Pues bien, para  esta Corporación surge adecuada no sólo la decisión  del A-quo  de  amparar las garantías constitucionales del libelista, sino la  orden impartida a fin de garantizar la celeridad de la actuación,  toda vez que es el paso a seguir para finiquitar ese primer ciclo.  

Así las  cosas, la solicitud realizada por la apoderada del accionante, al  momento de impugnar la decisión, en cuanto pide la  modificación de la orden impartida y, en su lugar, se oriente  entre otros, al restablecimiento de derechos y reparación de  perjuicios ocasionados con la comisión de la conducta punible  demandada, no será acogida por la Sala, pues esas  prerrogativas o pretensiones, como así lo indicó el  fallador de primera instancia en la parte considerativa de su  decisión, deben ser dilucidadas al interior del proceso, pues  es la autoridad judicial en quien reposa actualmente la  investigación, en este caso la fiscalía, quien tiene la  competencia para de acuerdo con la realidad procesal y los elementos  materiales probatorios que tiene a su alcance, disponer las medidas  que considere necesarias.  

Por los argumentos  expresados en antelación, se confirmará el fallo  recurrido.  

En mérito  de lo expuesto, la Sala  de Decisión de Tutelas Nº 3 de la Sala de Casación  Penal de la Corte Suprema de Justicia,  administrando justicia en nombre de la República y por  autoridad de la ley,  

Resuelve  

Primero:  Confirmar  el  fallo impugnado.  

Segundo:  Ejecutoriada  esta decisión, remítase el expediente a la Corte  Constitucional, para su eventual revisión.  

Notifíquese  y cúmplase,  

Jaime  Humberto Moreno Acero  

Eyder  Patiño Cabrera  

1          Folios 149          a 160 cuaderno tutela primera instancia  

2Cfr.          Sentencia No. T-173 del 4 de mayo de 1993.  

3Cfr.          Sentencias Nos. T-006/92, T-597/92, T-348/93, T-236/93, T-275/93 y          T-004/95, entre otras.  

4          Sentencia C-037 de 1996.  

5Artículo          228.          (…).          Los          términos procesales se observarán con diligencia y su          incumplimiento será sancionado.          (…”.  

6Inciso          1º del artículo 4 -modificado por el artículo 1º          de la Ley 1285 de 2009-.          La administración de justicia debe ser pronta, cumplida y          eficaz en la solución de fondo de los asuntos que se sometan          a su conocimiento. Los términos procesales serán          perentorios y de estricto cumplimiento por parte de los funcionarios          judiciales. Su violación injustificada constituye causal de          mala conducta, sin perjuicio de las sanciones penales a que haya          lugar. Lo mismo se aplicará respecto de los titulares de la          función disciplinaria.          
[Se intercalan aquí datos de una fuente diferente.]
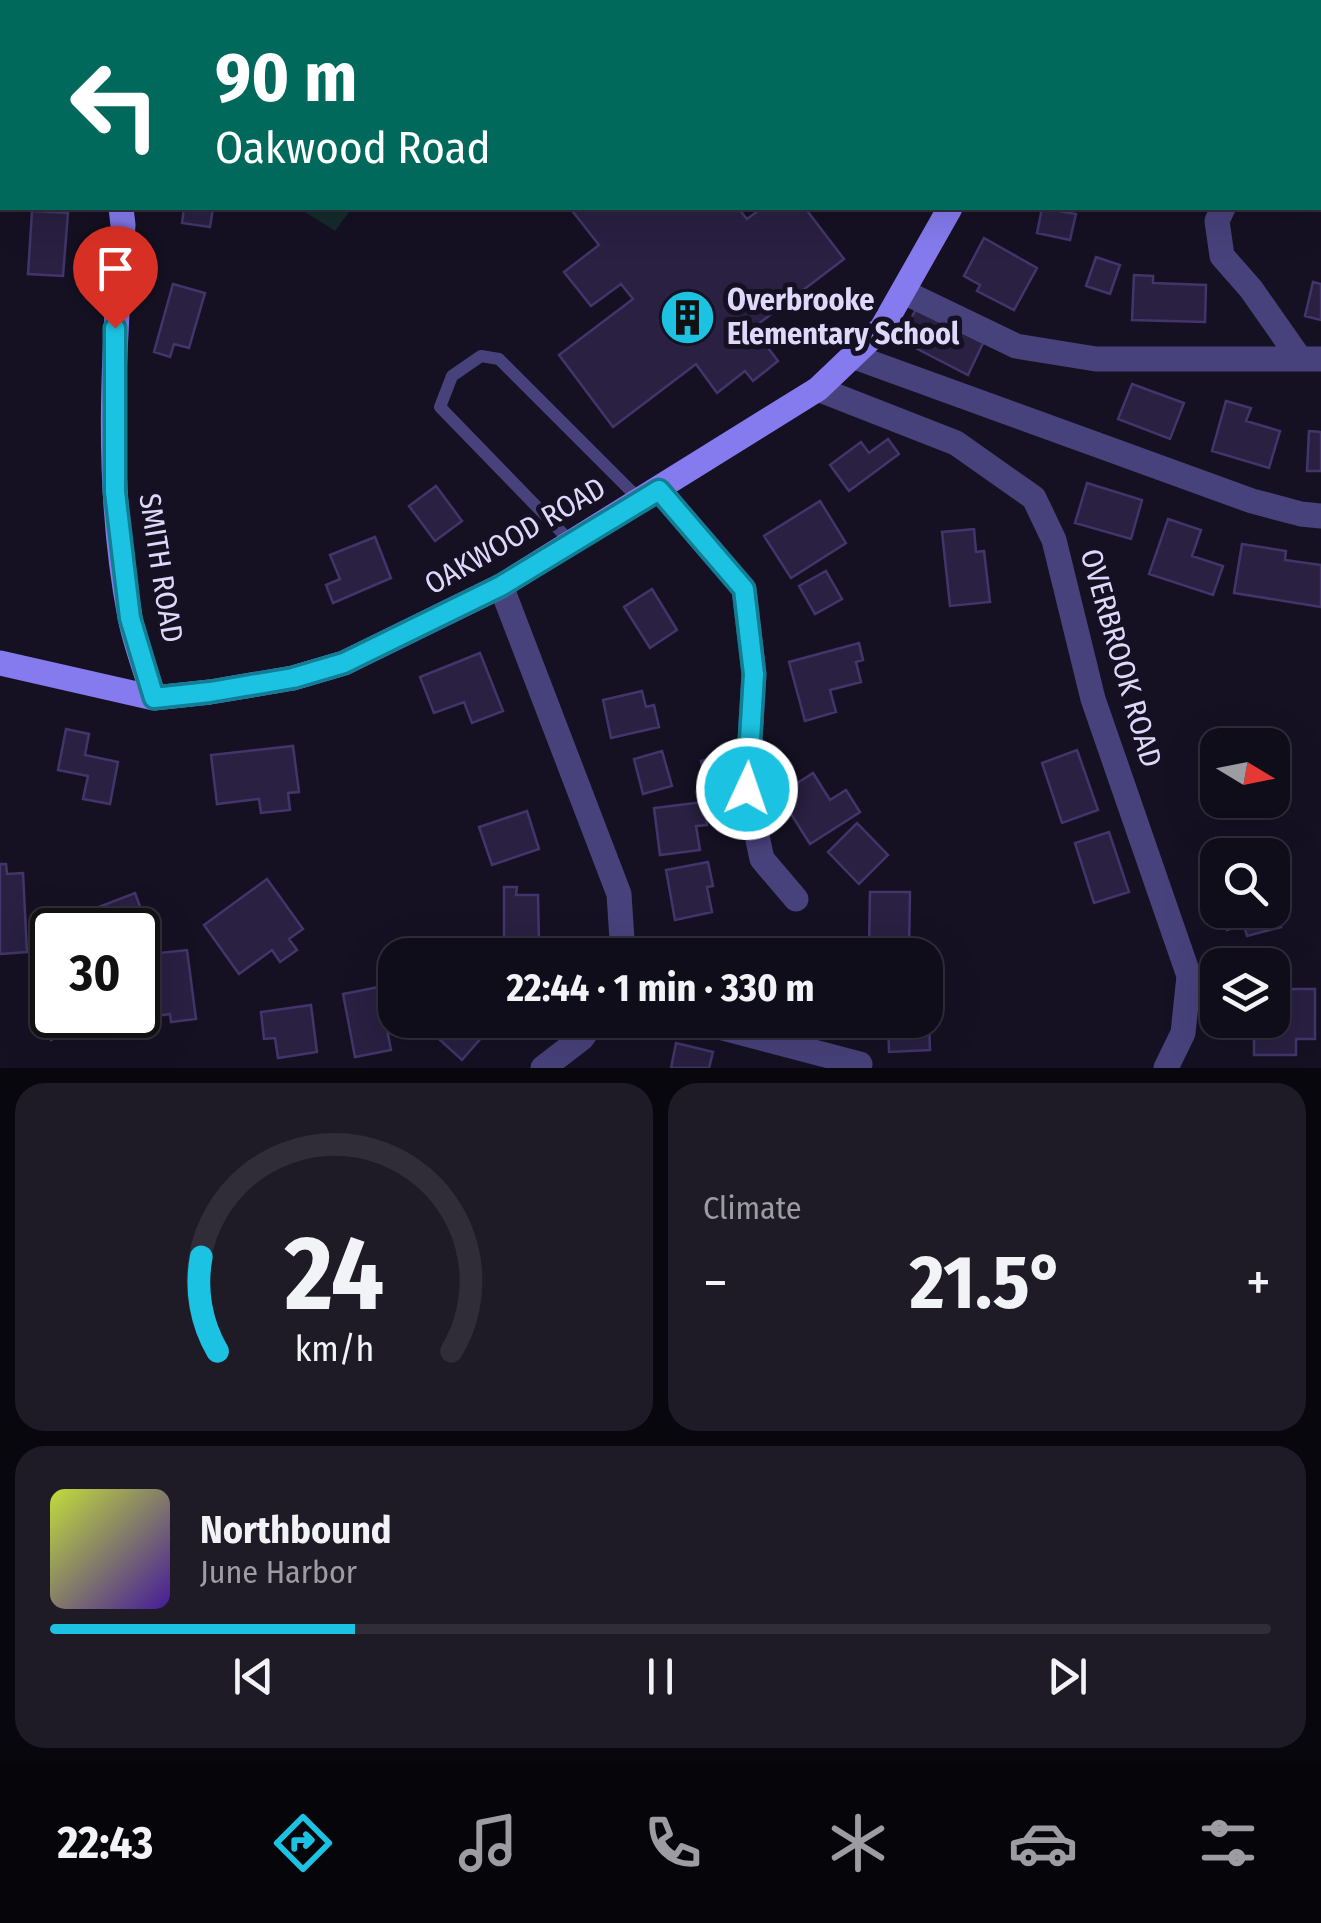 <!DOCTYPE html>
<html lang="en">
<head>
<meta charset="utf-8">
<style>
	body { margin:0; font-family:"Fira Sans Condensed",sans-serif; background:#1e1b27; color:#f1f3f6; height:100vh; display:flex; flex-direction:column; font-size:38px; white-space:nowrap }
	* { box-sizing:border-box; margin:0 }
	p { font-size:32px; color:#9c9ca2 }
	.icon { flex:none; width:55px; height:55px; fill:none; stroke:currentColor; stroke-width:2; stroke-linecap:round; stroke-linejoin:round }
	.map { position:relative; height:1068px; overflow:hidden }
	.panel { display:flex; flex-direction:column; gap:15px; padding:15px; background:#09070e; flex:1 }
	.panel>* { flex:none }
	.banner { position:absolute; left:0px; top:0px; width:1322px; height:210px; box-shadow:0 10px 40px #0002,0 0 0 2px #302d39; background:#00695c; color:#fff; overflow:hidden }
	.needle { width:65px; rotate:100deg }
	.fabs { position:absolute; left:1200px; top:728px; display:grid; gap:20px }
	.fabs a { display:grid; place-items:center; width:90px; height:90px; border-radius:20px; background:#100d1a; box-shadow:0 10px 40px #0002,0 0 0 2px #302d39; font-size:50px }
	.speed { position:absolute; left:30px; top:908px; display:flex; gap:20px; font-size:50px; font-weight:700; text-align:center }
	.speed>* { display:grid; place-content:center; width:130px; height:130px; border-radius:50%; background:#100d1a; box-shadow:0 10px 40px #0002,0 0 0 2px #302d39; line-height:1 }
	.speed .limit { border:5px solid #111; border-radius:15px; background:#fff; color:#111 }
	.pin { position:absolute; display:grid; place-items:center; width:85px; height:85px; color:#fff; margin:-102px -42px; border-radius:50% 50% 50% 0; rotate:-45deg; box-shadow:0 0 10px #0007 }
	.pin .icon { rotate:45deg }
	.me { position:absolute; width:110px; margin:-55px; rotate:3deg; stroke-linejoin:round; filter:drop-shadow(0 0 8px #0008) }
	.turn { display:flex; align-items:center; gap:35px; height:210px; padding:0 50px; font-size:45px }
	.turn .icon { width:130px; height:130px; stroke-width:2.5 }
	.turn b { display:block; font-size:70px; line-height:85px }
	.big { font-size:75px; font-weight:700; line-height:1.1 }
	.panel .widget { flex:1; display:flex; flex-direction:column; justify-content:center; gap:15px; min-width:0; padding:0 35px; border-radius:30px; background:#1e1b27 }
	.panel .dial { align-items:center; gap:0 }
	.dial svg { height:260px; overflow:visible; fill:none; stroke:#302d39; stroke-width:7; stroke-linecap:round; text-anchor:middle }
	.dial text { fill:#f1f3f6; stroke:none }
	.song { display:flex; align-items:center; gap:30px }
	.cover { width:120px; height:120px; border-radius:15px; background:linear-gradient(135deg,hsl(70 70% 55%),hsl(260 70% 35%)) }
	.played { height:10px; border-radius:5px; background:linear-gradient(90deg,#1cc2e2 25%,#302d39 25%) }
	.keys { display:flex; justify-content:space-around; direction:ltr }
	.heat { display:flex; justify-content:space-between; align-items:center; font-size:55px; direction:ltr }
	.panel .tiles { flex:1; display:grid; gap:15px; grid-template-columns:1fr 1fr }
	.widget:last-child { grid-column:span 2 }
	.trip { position:absolute; left:378px; top:938px; width:565px; height:100px; border-radius:30px; background:#100d1a; box-shadow:0 10px 40px #0002,0 0 0 2px #302d39; font-weight:700; line-height:100px; text-align:center }
	.tabs { display:flex; height:160px; justify-content:space-around; align-items:center; background:#06050a; color:#9c9ca2 }
	.tabs .icon { width:70px; height:70px }
	.tabs .on { color:#1cc2e2 }
	.tabs b { font-size:45px; color:#f1f3f6 }
	.map>svg:first-child { display:block }
	.green { fill:#152b2c }
	.building { fill:#292042; stroke:#43356b; stroke-width:2.5 }
	.lines { fill:none; stroke-linecap:round; stroke-linejoin:round }
	.lane { stroke:#48427c; stroke-width:12 }
	.street { stroke:#48427c; stroke-width:25 }
	.secondary { stroke:#857bee; stroke-width:25 }
	.route-casing { stroke:#127e93; stroke-width:25 }
	.route { stroke:#1cc2e2; stroke-width:18 }
	.labels { text-anchor:middle; dominant-baseline:central; stroke-width:10; stroke-linejoin:round; paint-order:stroke }
	.poi-label { font-size:30px; font-weight:bold; fill:#ded8fa; stroke:#151123; text-anchor:start }
	.street-label { font-size:30px; fill:#ded8fa; stroke:#151123 }
</style>
</head>
<body>
<div class="map">
<svg width="1321" height="1068" viewBox="0 0 1321 1068">
	<rect width="100%" height="100%" fill="#151123"/>
	<path class="green" d="M299 208H352L335 231Z"/>
	<path class="building" d="M184 208H213L210 227 182 223Z
		M570 208H738L747 219 762 208H805L844 259 753 328 778 361 753 381 745 371 717 393 696 364 613 427 559 355 633 299 621 284 591 306 564 272 599 245Z
		M1042 208 1076 214 1070 240 1037 233Z
		M32 211 68 213 63 276 28 274Z
		M984 238 1037 268 1014 310 977 291 980 285 964 276Z
		M1096 257 1120 265 1110 294 1086 286Z
		M1134 275 1153 276V283L1206 285 1205 322 1132 320Z
		M1313 282 1321 284V320L1305 316Z
		M173 284 205 293 189 348 174 344 170 357 154 352Z
		M916 309 983 343 968 375 900 340Z
		M1132 384 1184 403 1170 439 1118 419Z
		M1226 401 1251 408 1246 421 1280 431 1269 468 1212 451Z
		M1309 431 1321 432V471H1307Z
		M888 439 899 454 849 491 830 465 861 442 869 453Z
		M1087 483 1142 500 1131 539 1075 523Z
		M436 486 462 521 435 541 409 506Z
		M820 501 846 543 791 578 764 536Z
		M1168 519 1201 530 1192 556 1223 566 1213 595 1149 574Z
		M974 529 976 552 984 551 990 602 950 606 942 532Z
		M375 537 391 578 333 603 326 585 340 579 330 555Z
		M1242 544 1286 551 1285 560 1321 565V607L1234 593Z
		M826 571 842 599 815 614 799 586Z
		M652 589 677 630 650 648 624 607Z
		M859 643 863 660 856 662 861 682 830 690 836 712 805 721 789 662Z
		M480 653 503 711 472 723 464 702 434 713 420 677Z
		M642 691 646 707 654 705 659 727 611 738 603 700Z
		M66 729 89 734 85 755 118 762 110 804 83 799 88 776 58 770Z
		M293 746 299 792 288 793 290 810 261 813 259 799 217 804 211 755Z
		M1077 750 1098 810 1062 823 1042 763Z
		M662 751 672 786 643 794 634 759Z
		M725 756 731 781 707 787 701 761Z
		M813 773 830 800 846 790 860 812 810 844 779 795Z
		M704 802 707 825 696 826 700 850 660 855 654 808Z
		M527 811 539 849 492 865 479 827Z
		M857 823 888 855 859 884 828 852Z
		M1109 832 1129 892 1094 903 1075 843Z
		M1218 855V893L1208 858Z
		M708 862 713 886 707 887 712 912 675 920 666 870Z
		M0 864H6L7 874 23 873 27 952 0 954Z
		M267 879 303 929 289 939 297 950 280 962 272 950 239 974 204 925Z
		M504 887H517L516 895H538L539 943 504 944Z
		M870 892H910L909 950 869 949Z
		M135 893 145 920 119 930H65L62 921Z
		M1272 894 1281 927 1247 936 1244 925 1227 930 1222 910H1272Z
		M674 940 722 948 721 955H672Z
		M187 950 196 1019 171 1022 170 1014 115 1022 114 1015H138V970L161 967 159 953Z
		M379 987 391 1050 355 1057 343 994Z
		M925 989H928L930 1050 889 1052 888 1020H925Z
		M1272 989H1315V1039H1296V1055H1254V1020H1272Z
		M52 1003V1015H84L87 1021 51 1040 36 1011Z
		M311 1005 317 1052 278 1058 275 1038 264 1039 261 1012Z
		M418 1020H477L488 1030 462 1060Z
		M676 1043 713 1052 709 1068H671Z"/>
	<g class="lines">
		<path class="lane" d="M572 543 440 407 452 376 481 356 499 359 641 501"/>
		<path class="street" d="M1320 138 1321 137
			M1223 208 1217 221 1222 256 1251 289 1300 359
			M904 292 1016 346 1096 359H1321
			M855 357 1252 501 1301 514 1321 516
			M818 389 956 443 1034 498 1054 540 1093 699 1189 976 1183 1033 1166 1068
			M659 490 744 589 754 674 747 789 762 859 796 899
			M501 586 619 894 623 955
			M692 1020 860 1064
			M543 1068 582 1038 595 1020"/>
		<path class="secondary" d="M114 2V0
			M1076 2 1078 0
			M121 208 123 225C113 355 105 487 130 617 135 644 146 671 154 698
			M0 663 154 698 210 692 293 678 344 663 501 586 818 389 882 328 950 208"/>
	</g>
	<g class="lines">
		<defs>
			<path id="route" d="M115 328V492L130 618 154 698 210 692 293 678 344 663 501 586 659 490 744 589 754 674 747 789"/>
		</defs>
		<use href="#route" class="route-casing"/>
		<use href="#route" class="route"/>
	</g>
	<defs>
		<symbol id="building-disc" viewBox="-11 -11 22 22"><circle r="9.5" fill="#1cc2e2" stroke="#151123"/><path d="M-4-6H4V6H1V3H-1V6H-4ZM-2.5-4.3h1.7v1.8h-1.7ZM.8-4.3h1.7v1.8H.8ZM-2.5-1h1.7V.8h-1.7ZM.8-1h1.7V.8H.8Z" fill="#111"/></symbol>
	</defs>
	<g fill-rule="evenodd">
		<use href="#building-disc" x="656" y="286" width="63" height="63"/>
	</g>
	<g class="labels">
		<g class="poi-label">
			<text x="727" y="300">Overbrooke<tspan x="727" dy="34">Elementary School</tspan></text>
		</g>
		<g class="street-label">
			<text transform="translate(515 536) rotate(-30)">OAKWOOD ROAD</text>
			<text transform="translate(161 568) rotate(81)">SMITH ROAD</text>
			<text transform="translate(1121 658) rotate(74)">OVERBROOK ROAD</text>
		</g>
	</g>
</svg>
<div class="fabs">
<a><svg class="needle" viewBox="-14 -14 28 28"><path d="M0-13l5 13h-10z" fill="#e53935"/><path d="M0 13l5-13h-10z" fill="#9c9ca2"/></svg></a>
<a><svg class="icon" aria-label="search" viewBox="0 0 24 24"><circle cx="10" cy="10" r="6"/><path d="M15 15l6 6"/></svg></a>
<a><svg class="icon" aria-label="layers" viewBox="0 0 24 24"><path d="M12 4l9 5-9 5-9-5zM3 14l9 5 9-5"/></svg></a>
</div>
<div class="speed"><div class="limit">30</div></div>
<div class="pin" style="left:115px;top:328px;background:#d93025"><svg class="icon" aria-label="arrive" viewBox="0 0 24 24"><path d="M6 21V4h12l-3 4 3 4H6"/></svg></div>
<svg class="me" style="left:747px;top:789px" viewBox="-20 -20 40 40"><circle r="17" fill="#1cc2e2" stroke="#fff" stroke-width="3"/><path d="M0-11L8 9 0 5-8 9z" fill="#fff"/></svg>
<div class="trip">22:44 · 1 min · 330 m</div>
<div class="banner">
<div class="turn"><svg class="icon" aria-label="left" viewBox="0 0 24 24"><path d="M17 20v-9H6M10 6l-5 5 5 5"/></svg><div><b>90 m</b>Oakwood Road</div></div>
</div>
</div>
<section class="panel">
<div class="tiles">
<div class="widget dial"><svg viewBox="0 0 100 80">
<path d="M14 69A42 42 0 1 1 86 69"/>
<path d="M14 69A42 42 0 0 1 9 40" stroke="#1cc2e2"/>
<text x="50" y="56" font-size="32" font-weight="700">24</text>
<text x="50" y="72" font-size="11">km/h</text>
</svg></div>
<div class="widget"><p>Climate</p>
<div class="heat"><a>−</a><b class="big">21.5°</b><a>+</a></div>
</div>
<div class="widget">
<div class="song"><i class="cover"></i><div><b>Northbound</b><p>June Harbor</p></div></div>
<div class="played"></div>
<div class="keys"><svg class="icon" aria-label="previous" viewBox="0 0 24 24"><path d="M18 5L8 12l10 7zM5 5v14"/></svg><svg class="icon" aria-label="pause" viewBox="0 0 24 24"><path d="M8 5v14M16 5v14"/></svg><svg class="icon" aria-label="next" viewBox="0 0 24 24"><path d="M6 5l10 7-10 7zM19 5v14"/></svg></div>
</div>
</div>
</section>
<nav class="tabs">
<b>22:43</b>
<svg class="icon on" aria-label="directions" viewBox="0 0 24 24"><path d="M12 3l9 9-9 9-9-9zM9 14v-3h6M13 9l2 2-2 2"/></svg>
<svg class="icon" aria-label="music" viewBox="0 0 24 24"><path d="M9 18V5l10-2v13"/><circle cx="6" cy="18" r="3"/><circle cx="16" cy="16" r="3"/></svg>
<svg class="icon" aria-label="phone" viewBox="0 0 24 24"><path d="M5 4h4l2 5-3 2q2 4 5 5l2-3 5 2v4C11 20 4 13 5 4z"/></svg>
<svg class="icon" aria-label="climate" viewBox="0 0 24 24"><path d="M12 3v18M4 7l16 10M4 17L20 7"/></svg>
<svg class="icon" aria-label="car" viewBox="0 0 24 24"><path d="M5 17H2v-5l4-1 3-4h7l3 4 3 1v5h-3M9 17h6M6 11h13"/><circle cx="7" cy="17" r="2"/><circle cx="17" cy="17" r="2"/></svg>
<svg class="icon" aria-label="filters" viewBox="0 0 24 24"><path d="M4 7h16M4 17h16"/><circle cx="9" cy="7" r="2"/><circle cx="15" cy="17" r="2"/></svg>
</nav>
</body>
</html>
Artículo          7º. Eficiencia.          La          administración de justicia debe ser eficiente. Los          funcionarios y empleados judiciales deben ser diligentes en la          sustanciación de los asuntos a su cargo, sin perjuicio de la          calidad de los fallos que deban proferir conforme a la competencia          que les fije la ley.  

7          Artículo 175          (…) La fiscalía tendrá un término          máximode dos años contados a partir de la recepción          de la noticia criminis para formular imputación u ordenar          motivadamente el archivo de la indagación. Este término          máximo será detres años cuando se presente          concurso de delitos, o cuando sean tres o más los imputados.          Cuando se trate de investigaciones por delitos que sean de          competencia de los jueces penales del circuito especializado el          término máximo será de cinco años.